[Listed records Boundary: Start]

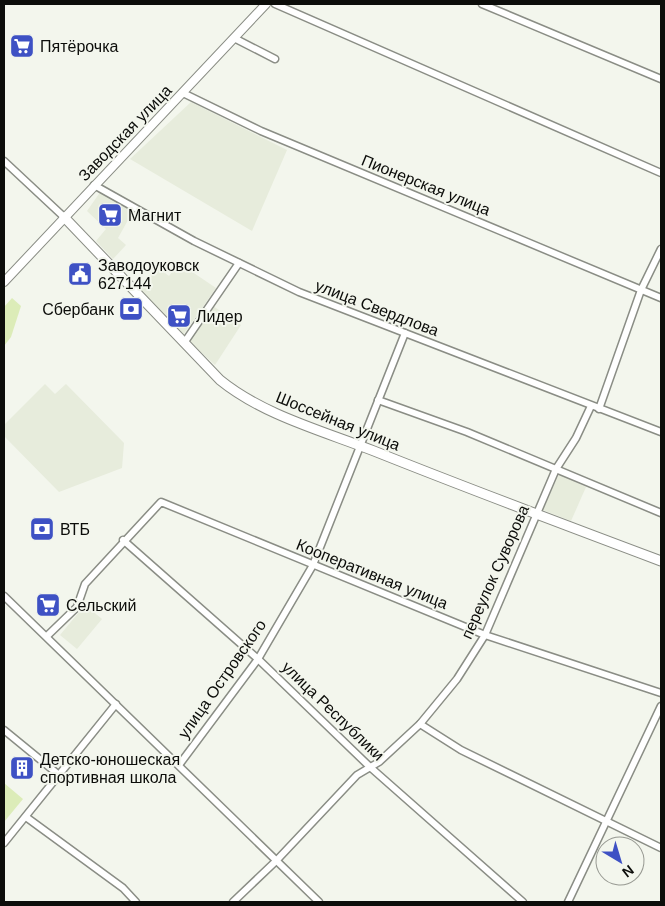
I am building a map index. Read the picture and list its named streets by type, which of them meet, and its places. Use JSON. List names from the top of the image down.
{
  "streets": {
    "main road": ["Шоссейная улица"],
    "street": [
      "Заводская улица",
      "Пионерская улица",
      "улица Свердлова",
      "переулок Суворова",
      "Кооперативная улица",
      "улица Островского",
      "улица Республики"
    ]
  },
  "crossings": [
    ["Заводская улица", "Пионерская улица"],
    ["Заводская улица", "улица Свердлова"],
    ["Заводская улица", "Шоссейная улица"],
    ["улица Свердлова", "переулок Суворова"],
    ["улица Свердлова", "улица Островского"],
    ["Шоссейная улица", "переулок Суворова"],
    ["Шоссейная улица", "улица Островского"],
    ["переулок Суворова", "Кооперативная улица"],
    ["переулок Суворова", "улица Республики"],
    ["Кооперативная улица", "улица Островского"],
    ["Кооперативная улица", "улица Республики"],
    ["улица Островского", "улица Республики"]
  ],
  "places": {
    "supermarket": [
      "Пятёрочка",
      "Магнит",
      "Лидер",
      "Сельский"
    ],
    "public building": ["Заводоуковск 627144"],
    "bank": ["Сбербанк", "ВТБ"],
    "building": ["Детско-юношеская спортивная школа"]
  },
  "north": "bottom right"
}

[Listed records Boundary: End]

Filter the records above for the string "Шоссейная" and copy each matching line.

Answer box —
    "main road": ["Шоссейная улица"],
    ["Заводская улица", "Шоссейная улица"],
    ["Шоссейная улица", "переулок Суворова"],
    ["Шоссейная улица", "улица Островского"],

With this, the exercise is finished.